Quelques heures avant de s’endormir à Gethsémané, Pierre affirme avec force et vigueur qu’il est prêt à mourir pour Jésus. Il le suivra jusqu’au bout. Mais Jésus le confronte à ses faiblesses. Avant que le coq ne chante, tu me renieras trois fois. L’enthousiasme de Pierre ne suffira pas, ne tiendra pas le coup. Au chant du coq, Luc nous dit que « Le Seigneur se retourna et posa son regard sur Pierre » (Luc 22 :61) qui se souvient, part et pleure amèrement. Quel regard Jésus a-t-il porté sur Pierre ? Un regard d’amour remplit de tristesse ? Ton enthousiasme était beau à voir, ton envie louable, mais voit ce qu’il en est advenu. Tu n’as pas tenu. Reconnais que tu ne peux y arriver par tes propres forces. Ce n’est pas de tes forces dont j’ai besoin, c’est au travers de tes faiblesses que Dieu peut réellement agir.
Quelques heures auparavant, Jésus avait dit à Simon Pierre « j’ai prié pour toi, pour que la foi ne vienne pas à te manquer. Et toi, le jour où tu seras revenu à moi, fortifie tes frères » (Luc 22 :32). Jésus ne le juge pas mais le confronte à ses faiblesses. Il lui ouvre une porte d’espérance où il pourra revenir. Ne t’appuies pas sur tes forces, ta vigueur, ta volonté. Ta force sera en moi, au travers même de ta faiblesse. Les paroles de Jésus sous-entendent ce mouvement d’éloignement et de retour, de passage à la mort pour que la vie puisse émerger.

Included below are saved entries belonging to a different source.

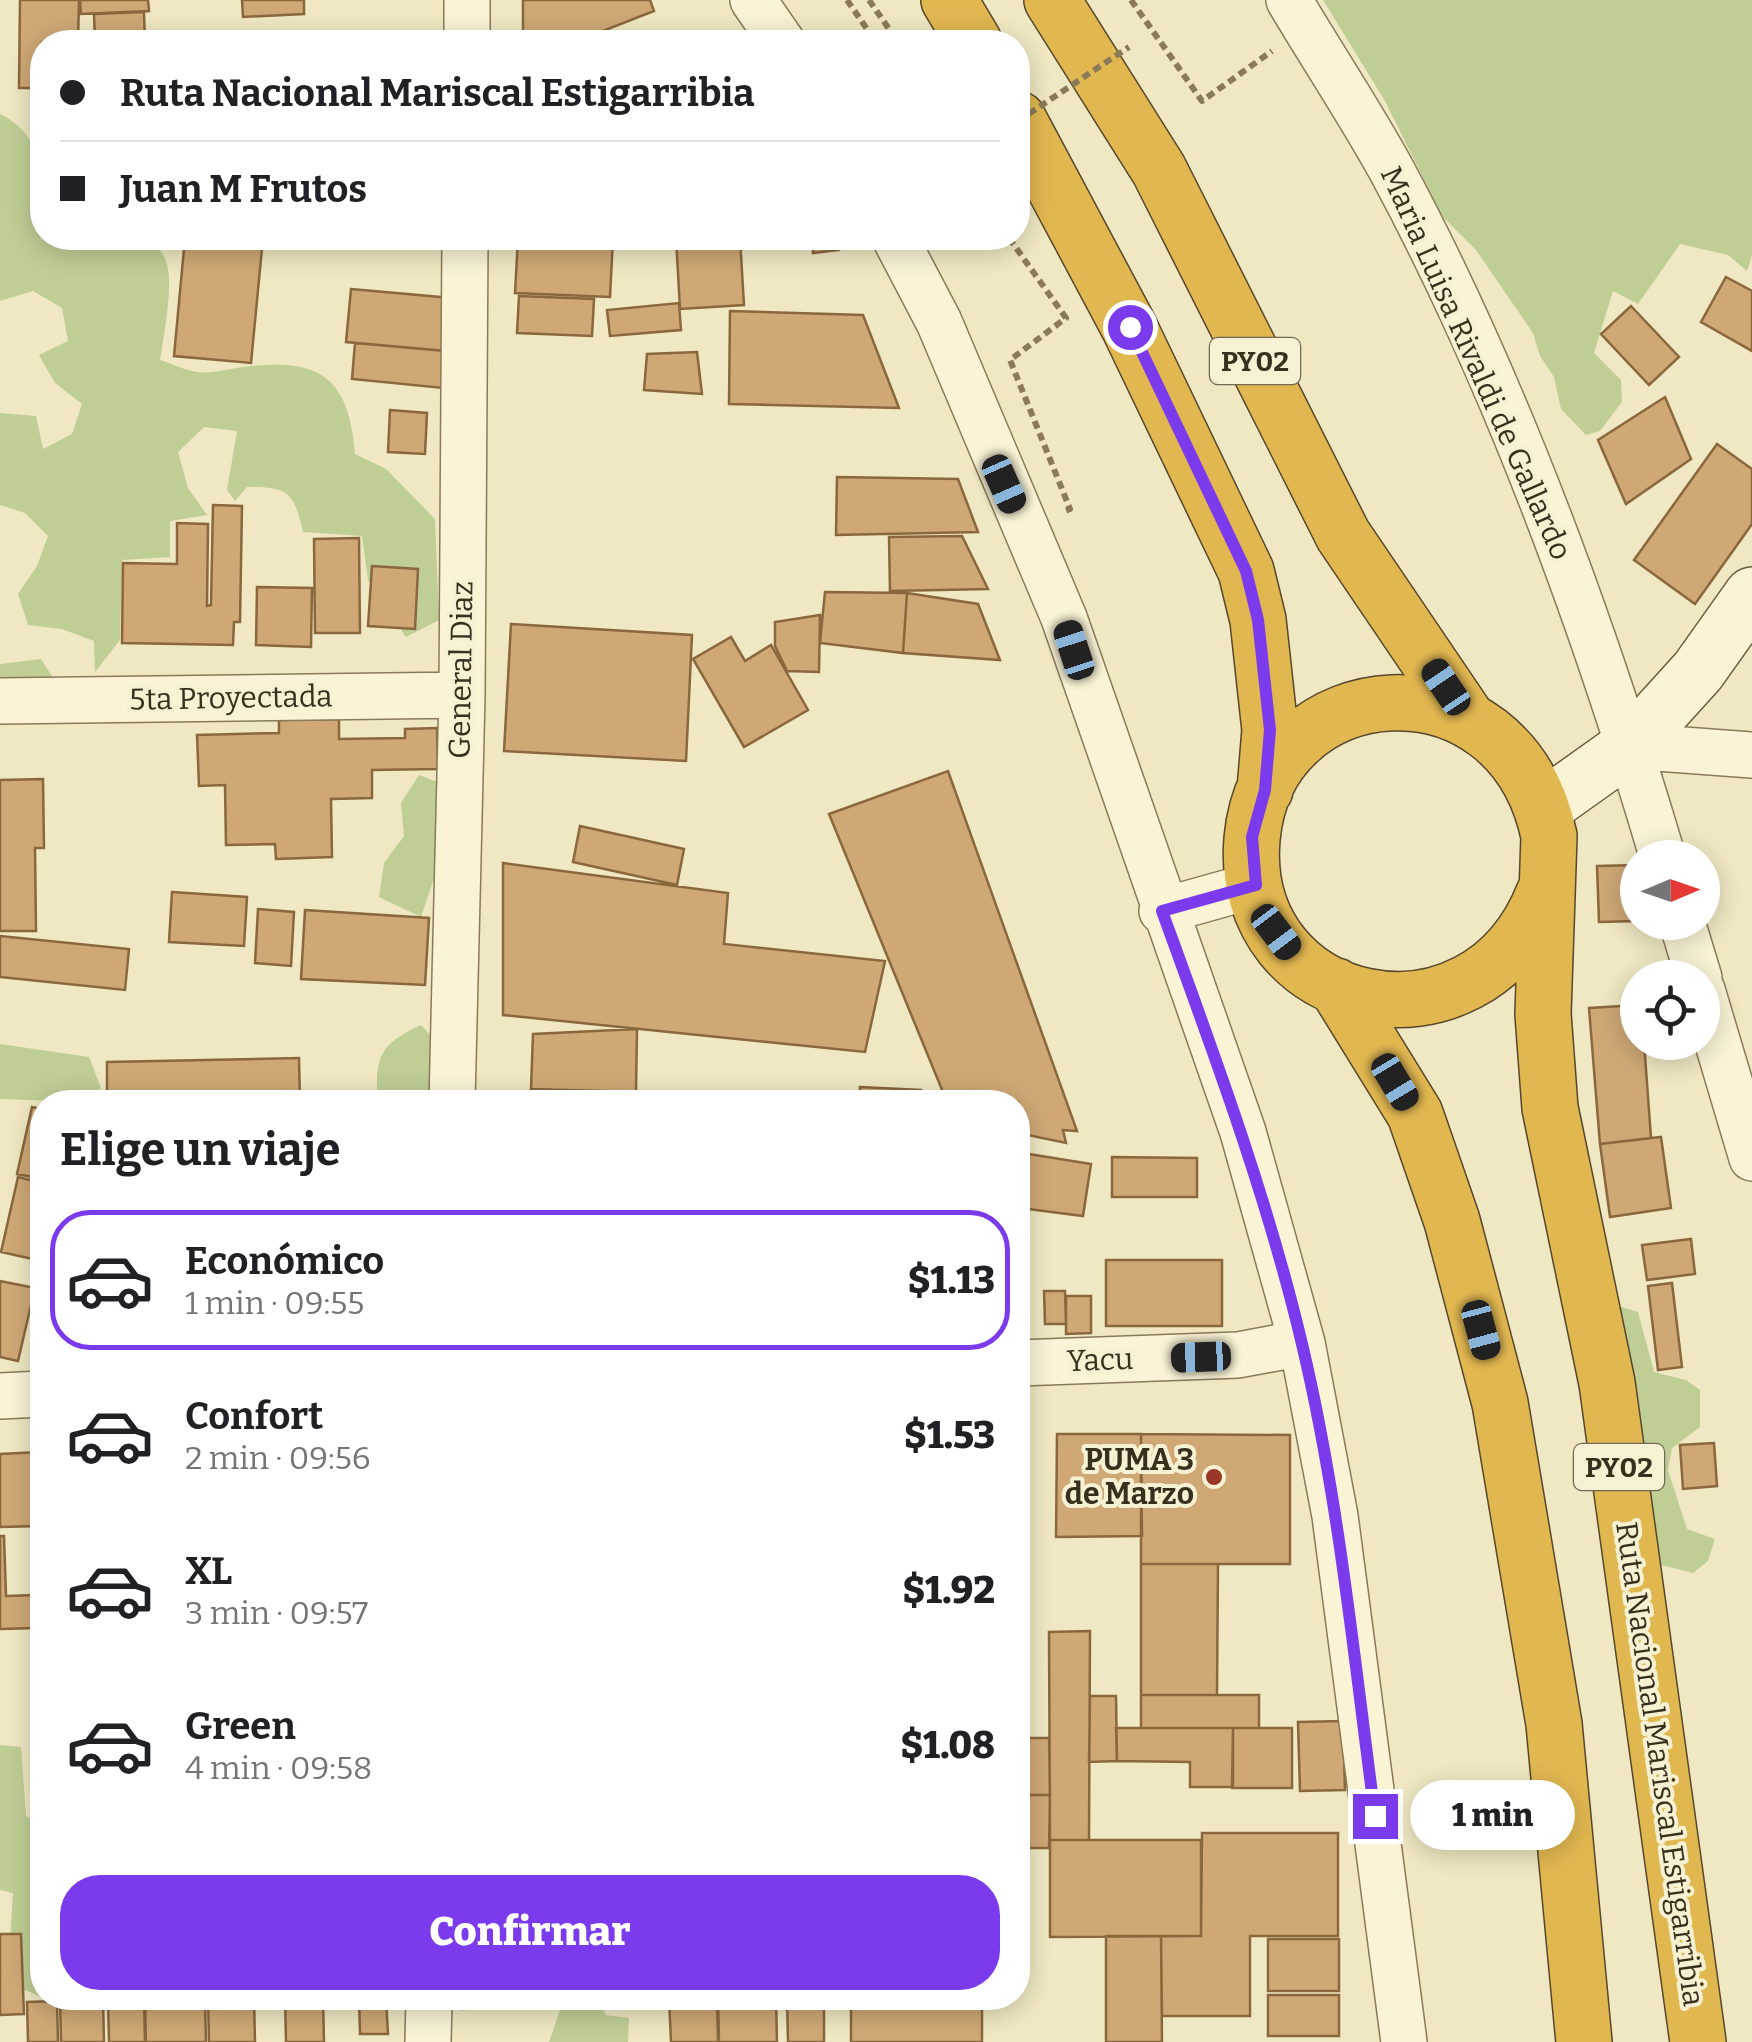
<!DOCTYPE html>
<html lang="es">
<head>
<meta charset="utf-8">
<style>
  :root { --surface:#fff; --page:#f2f2f2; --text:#202124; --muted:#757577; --line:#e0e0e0; --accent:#7c3aed }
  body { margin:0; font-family:Bitter,serif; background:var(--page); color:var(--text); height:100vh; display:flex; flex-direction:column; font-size:38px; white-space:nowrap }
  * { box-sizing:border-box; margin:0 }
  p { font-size:32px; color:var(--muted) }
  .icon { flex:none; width:55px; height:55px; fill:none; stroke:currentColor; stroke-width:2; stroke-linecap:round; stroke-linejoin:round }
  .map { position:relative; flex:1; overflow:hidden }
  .details { position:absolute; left:30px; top:1090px; width:1000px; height:920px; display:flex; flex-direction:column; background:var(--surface); border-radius:40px; box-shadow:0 5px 25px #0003 }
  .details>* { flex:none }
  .guide { position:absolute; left:30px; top:30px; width:1000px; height:220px; border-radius:40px; box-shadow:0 5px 25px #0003; display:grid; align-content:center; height:220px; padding:0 30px; background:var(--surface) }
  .needle { width:65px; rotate:88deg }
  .buttons { position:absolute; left:1620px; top:840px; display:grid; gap:20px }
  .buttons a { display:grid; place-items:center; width:100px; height:100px; border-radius:50%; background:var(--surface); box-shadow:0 5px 25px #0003; font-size:50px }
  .end { position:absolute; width:45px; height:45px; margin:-22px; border:12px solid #7c3aed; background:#fff; box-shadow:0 0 0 5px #fff }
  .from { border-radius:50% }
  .bubble { position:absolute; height:70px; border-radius:35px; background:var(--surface); box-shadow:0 5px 25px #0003; font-size:32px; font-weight:800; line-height:70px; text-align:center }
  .car { position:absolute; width:30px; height:60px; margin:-30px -15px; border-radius:12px; box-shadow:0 0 8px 2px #0007; background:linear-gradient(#222 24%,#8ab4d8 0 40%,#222 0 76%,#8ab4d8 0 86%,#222 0) }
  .guide b { display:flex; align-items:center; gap:35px; height:95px; font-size:38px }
  .guide b+b { border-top:2px solid var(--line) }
  .guide i { width:25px; height:25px; background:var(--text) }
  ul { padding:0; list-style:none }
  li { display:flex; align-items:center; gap:30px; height:140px; margin:0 20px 15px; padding:0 10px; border:5px solid transparent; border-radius:40px }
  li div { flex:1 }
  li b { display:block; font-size:38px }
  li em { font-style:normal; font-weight:800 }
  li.selected { border-color:var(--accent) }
  li>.icon { width:90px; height:90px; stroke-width:1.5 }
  h2 { padding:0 30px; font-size:45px; line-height:120px }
  .action { display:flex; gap:20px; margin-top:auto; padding:20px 30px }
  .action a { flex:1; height:115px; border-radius:40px; background:var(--accent); color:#fff; font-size:40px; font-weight:800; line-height:115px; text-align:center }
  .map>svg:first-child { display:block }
</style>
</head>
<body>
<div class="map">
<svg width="1752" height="2042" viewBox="0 0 1752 2042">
  <rect width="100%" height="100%" fill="#efe8c2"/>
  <path fill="#bfce95" d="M1323,0h429v255l-5,16 -19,-16 -48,-11 -42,60 -25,-13 -19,62 27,27 1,22 -22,29 -14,4 -25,-26 -7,-32 -14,-21 -7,-23 -57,-83 -34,-34 -57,-115z
    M0,114c50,24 42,75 42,124 127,0 141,-14 118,122 12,4 25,10 37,12 14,2 32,-3 46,-5 75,-9 106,8 112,87l31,15 49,50 4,101 -33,17 -38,-57 -6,-44 -59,-4c-9,-40 -14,-45 -56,-45l-12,14 -8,-11 10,-59 -33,-4 -26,25 10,36 19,27 -37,6v36l-48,3 -2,80 -25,32 -1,-31 -32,-12 -34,-4 -10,-31 19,-28 11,-30 -23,-23 -25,-8v-92l36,3 7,33 29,-15 10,-30 -27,-21 -16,-28 29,-14 -6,-33 -29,-17 -33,10z
    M41,659l18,28 -59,22v-45z
    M419,775l34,13 -3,42 -29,87 -42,-20 5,-34 20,-27 -3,-33z
    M421,1025l40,43 -4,34h-79c-4,-45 2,-58 43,-77z
    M0,1044l89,13 12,31 -12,14 -89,-3z
    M1622,1307l16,5 16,60 32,8 14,10v37l-28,21 -4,22 19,59 28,10 -7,22 -15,12 -36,-9 -49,-249z
    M0,1745l21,2 5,69 16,10v171l-22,-9 -11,-32 4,-63 -13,-3z
    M569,1998h29l8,17 23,3 -1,24h-79l14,-41z"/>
  <path fill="#cfa876" stroke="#8a673d" stroke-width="2.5" d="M20,0h59l-1,42h-36v46h-23z
    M80,0h68l1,11 -68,3z
    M242,0h62v14l-61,3z
    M523,0h127l4,11 -54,21v10h-77z
    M144,12l1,30h-50l-1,-28z
    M185,238h78l-12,125 -77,-7z
    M518,238h95l-3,59 -95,-4z
    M676,238h64l4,67 -64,4z
    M812,238h26l1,12 -26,3z
    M1726,277l26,14v60l-51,-29z
    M351,289l100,9 -5,53 -100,-9z
    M519,296l75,3 -2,37 -75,-3z
    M679,303l2,27 -71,6 -3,-26z
    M1631,306l48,51 -30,28 -48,-51z
    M730,311l133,4 36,93 -170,-4z
    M355,343l91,8 -3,37 -91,-9z
    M697,352l5,42 -58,-4 3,-36z
    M1665,397l26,62 -65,45 -28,-64z
    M390,410l37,3 -2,41 -37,-2z
    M1717,444l35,25v55l-57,80 -61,-44z
    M837,477l121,2 20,53 -142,3z
    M213,505l29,1 -2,116h-6l-1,23 -111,-2 1,-80 54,1v-41l31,1 -1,82 4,-1z
    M962,536l26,53 -98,2 -1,-54z
    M359,538l1,95h-45l-1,-94z
    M372,566l46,3 -3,60 -47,-3z
    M257,587l55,1 -1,59 -55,-2z
    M825,592l82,1 -4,60 -83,-10z
    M907,593l71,11 22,56 -97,-7z
    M820,615l-1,57 -32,-1 -12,-25v-24z
    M511,624l181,11 -6,126 -182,-10z
    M731,637l14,24 26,-16 37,65 -64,37 -51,-88z
    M339,719v20l66,-1v-9l32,-1 1,41 -66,1v28l-41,1 1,58 -56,2 -1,-15 -49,1 -1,-60 -26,1 -2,-51 82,-2v-13z
    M948,771l129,360 -14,-1 3,13 -48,-10v-31h-71l-118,-288z
    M43,779l1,69h-9l1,83h-36v-151z
    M580,826l104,23 -7,36 -104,-23z
    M503,863l225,30 -4,51 161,17 -20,91 -362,-37z
    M1638,865v56l-39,1 -2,-56z
    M172,892l75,5 -3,49 -75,-4z
    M258,909l36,3 -3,54 -36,-3z
    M305,910l124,8 -4,67 -124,-6z
    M0,936l129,13 -4,41 -125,-13z
    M1638,1005v37h6l7,96 -51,6 -11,-136z
    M637,1029l-1,63 -105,-3 2,-55z
    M299,1058l1,44h-193v-40z
    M860,1087l61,3v12h-62z
    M498,1092l62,1v9h-62z
    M32,1107l10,2v70l-25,-5z
    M1661,1137l10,71 -61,9 -10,-73z
    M1018,1152l11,2 -11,73z
    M1029,1154l62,10 -8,52 -63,-8z
    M1112,1157l85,1v39h-85z
    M18,1177l24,6v52l-5,25 -36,-8z
    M1691,1239l4,35 -48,6 -5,-35z
    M1106,1260h116v66h-116z
    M0,1281l35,7 -17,73 -18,-4z
    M1672,1283l10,84 -24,3 -10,-84z
    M1044,1291h21l1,33h-21z
    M1066,1296h25v37l-25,1z
    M1057,1434h84l1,102 -86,1z
    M1141,1434l149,1v129h-149z
    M1714,1443l3,43 -34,3 -3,-44z
    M39,1452l2,74 -41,1v-73z
    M0,1536h4l2,60 30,-1 1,33 -37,1z
    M1141,1564h77l-1,131h-76z
    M1090,1631l-1,209h-39l-1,-208z
    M1141,1695h118v33h-118z
    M1090,1696h26l1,65 -28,1z
    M1343,1721l2,69 -45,1 -2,-69z
    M1116,1728h117v59h-43v-25l-73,-1z
    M1233,1728h59v60h-60z
    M1018,1738h31l1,57h-32z
    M1018,1795h32l-1,53h-31z
    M1202,1833h136v103h-88v80h-88l-1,-80h40z
    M1050,1840h151v96l-151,1z
    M0,1934h21l3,80 -24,1z
    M1106,1936h55l1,106h-56z
    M1268,1939h71v52h-71z
    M1268,1995h71v41h-71z
    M60,1998h43l1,44h-43z
    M108,1998h36l1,44h-36z
    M208,1998h46l1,44h-46z
    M285,1998h38l1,44h-38z
    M359,1998h27l2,36h-28z
    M461,1998h79v8l-78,3z
    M540,1998h50v7l-50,1z
    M607,1998h60v7l-60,2z
    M669,1998h48l1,44h-47z
    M718,1998h58l1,44h-58z
    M787,1998h37v44h-36z
    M851,1998h131v44h-131z
    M57,2001l1,41h-30l-1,-40z
    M205,2001l1,41h-60l-1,-39z"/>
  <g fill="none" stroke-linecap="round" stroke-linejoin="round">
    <g stroke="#8a7a58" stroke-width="48">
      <path id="street" d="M753,0l29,42
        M1289,0c33,56 70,111 102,169 115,213 203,456 272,689
        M467,42v-42
        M895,238l44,84 125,296 179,514 59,211 33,173 69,526
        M0,701l462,-6
        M1630,746l122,9
        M1162,911l93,-26
        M1682,922l17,56
        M1702,990l50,168
        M452,1102l10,-407 3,-457
        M1018,1363l220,-8 64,-12
        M0,1396l42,-2
        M428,2042l1,-44"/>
    </g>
    <g stroke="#6b5b3c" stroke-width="58">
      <path id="secondary" d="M1543,808l87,-62 68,-75 54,-76"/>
    </g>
    <g stroke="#57472d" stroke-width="58">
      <path id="highway" d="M949,0l25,42
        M1052,0l107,170 184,365 124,183
        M1018,119l111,208 117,244 12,49 12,110 -5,60
        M1544,893c-68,174 -307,120 -292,-54 15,-171 258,-191 297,-3l-6,178 7,94 57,275 91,659
        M1336,986l79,128 37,107 48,182 54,321 30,318"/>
    </g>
    <path stroke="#8a7a58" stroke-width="6" stroke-dasharray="8 5" stroke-linecap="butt" d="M847,0l29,42
      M869,0l29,42
      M1131,0l71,101 70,-50
      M1009,238l57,80 -56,42 60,149 -8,3"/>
    <use href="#street" stroke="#faf4d5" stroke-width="45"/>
    <use href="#secondary" stroke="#faf4d5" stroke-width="55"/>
    <use href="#highway" stroke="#e1b750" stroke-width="55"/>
    <path stroke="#8a7a58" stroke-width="6" stroke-dasharray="8 5" stroke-linecap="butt" d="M1018,121l111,-74"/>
  </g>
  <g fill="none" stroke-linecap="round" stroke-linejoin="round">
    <path stroke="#7c3aed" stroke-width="12" d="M1130,327l116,244 12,49 12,110 -5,60 -13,47 4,48 -94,26c52,143 105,285 140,433 37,155 52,315 73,472"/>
  </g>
  <circle fill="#9b3727" stroke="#f6f1d2" stroke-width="4" cx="1214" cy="1477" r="10"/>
  <g text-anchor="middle" stroke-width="8" stroke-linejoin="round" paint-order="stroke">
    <g fill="#f6f1d2" stroke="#726953" stroke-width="2.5">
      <rect x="1210" y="338" width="90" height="46" rx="8"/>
      <rect x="1574" y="1444" width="90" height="46" rx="8"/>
    </g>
    <g font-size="28" font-weight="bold" fill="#392f1d">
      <text x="1255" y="371">PY02</text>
      <text x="1619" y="1477">PY02</text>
    </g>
    <g font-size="30" fill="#392f1d" stroke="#f6f1d2">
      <text transform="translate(1476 363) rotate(66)" y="10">Maria Luisa Rivaldi de Gallardo</text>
      <text transform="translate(461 670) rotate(-89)" y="10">General Diaz</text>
      <text transform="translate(231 698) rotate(-1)" y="10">5ta Proyectada</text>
      <text transform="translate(1100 1360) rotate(-2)" y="10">Yacu</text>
      <text transform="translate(1660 1764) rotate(82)" y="10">Ruta Nacional Mariscal Estigarribia</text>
    </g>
    <g font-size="30" font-weight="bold" fill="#392f1d" stroke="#f6f1d2" text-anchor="end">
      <text x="1194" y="1470">PUMA 3<tspan x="1194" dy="34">de Marzo</tspan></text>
    </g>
  </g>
</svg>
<div class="buttons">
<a><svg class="needle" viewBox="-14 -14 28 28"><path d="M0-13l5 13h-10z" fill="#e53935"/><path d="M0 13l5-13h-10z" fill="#757577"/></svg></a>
<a><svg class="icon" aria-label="locate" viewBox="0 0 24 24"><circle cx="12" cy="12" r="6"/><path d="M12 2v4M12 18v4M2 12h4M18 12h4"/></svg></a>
</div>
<i class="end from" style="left:1130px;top:327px"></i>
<i class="end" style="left:1375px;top:1816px"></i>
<div class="bubble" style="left:1410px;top:1780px;width:165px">1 min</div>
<i class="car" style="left:1004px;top:484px;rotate:156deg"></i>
<i class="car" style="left:1074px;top:650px;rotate:342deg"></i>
<i class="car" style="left:1446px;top:687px;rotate:326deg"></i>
<i class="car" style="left:1276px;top:932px;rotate:143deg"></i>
<i class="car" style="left:1395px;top:1082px;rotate:149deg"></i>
<i class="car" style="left:1481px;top:1330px;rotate:165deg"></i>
<i class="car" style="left:1201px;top:1357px;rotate:268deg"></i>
<div class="guide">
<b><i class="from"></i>Ruta Nacional Mariscal Estigarribia</b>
<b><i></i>Juan M Frutos</b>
</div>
<section class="details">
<h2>Elige un viaje</h2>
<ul>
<li class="selected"><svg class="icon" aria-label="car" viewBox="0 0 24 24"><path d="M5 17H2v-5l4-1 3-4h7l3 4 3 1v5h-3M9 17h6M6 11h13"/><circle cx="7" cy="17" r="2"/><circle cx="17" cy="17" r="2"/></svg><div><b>Económico</b><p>1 min · 09:55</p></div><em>$1.13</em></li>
<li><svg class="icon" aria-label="car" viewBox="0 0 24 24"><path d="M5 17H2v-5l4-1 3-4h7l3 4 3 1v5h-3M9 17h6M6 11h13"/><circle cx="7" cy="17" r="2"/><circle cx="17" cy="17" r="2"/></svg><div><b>Confort</b><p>2 min · 09:56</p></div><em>$1.53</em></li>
<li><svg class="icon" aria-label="car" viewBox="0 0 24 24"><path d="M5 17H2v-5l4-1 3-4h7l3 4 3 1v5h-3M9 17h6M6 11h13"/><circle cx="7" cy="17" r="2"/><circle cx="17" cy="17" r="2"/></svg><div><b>XL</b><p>3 min · 09:57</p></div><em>$1.92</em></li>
<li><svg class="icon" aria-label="car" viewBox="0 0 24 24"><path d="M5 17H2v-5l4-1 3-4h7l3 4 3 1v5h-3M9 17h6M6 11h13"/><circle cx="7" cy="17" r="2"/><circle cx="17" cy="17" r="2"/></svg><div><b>Green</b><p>4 min · 09:58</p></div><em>$1.08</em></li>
</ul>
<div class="action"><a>Confirmar</a></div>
</section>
</div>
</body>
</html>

Alors que ce Carême s’achève, alors que cette semaine nous mène vers les heures sombres de Jésus pour ensuite nous guider vers le Christ glorifié et vivant, je ne peux que constater l’enthousiasme dégonflé de ma volonté. Si j’avance, c’est en clopinant, ralentie par le sommeil. Il me reste la foi. La confiance en la grâce de Dieu, la foi de ce que lui seul peut agir au cœur de mes faiblesses, et cela en son temps. Je suis fatiguée, je suis las. Aurais-je le courage de tout abandonner au pied de la croix ?
Texte écrit en 2019 en lien avec l’album MaCaLu de Pâques que nous avions préparé en communauté. Les illustrations de Cathy Van Acker proviennent de cet album.
Moi aussi , je me sens ralentie par le sommeil et faible, sans volonté !
Dieu agira-t-Il ? Les silences de Dieu sont terribles.
Joyeuses Pàques !
Merci Thérèse. Joyeuses Pâques à toi aussi!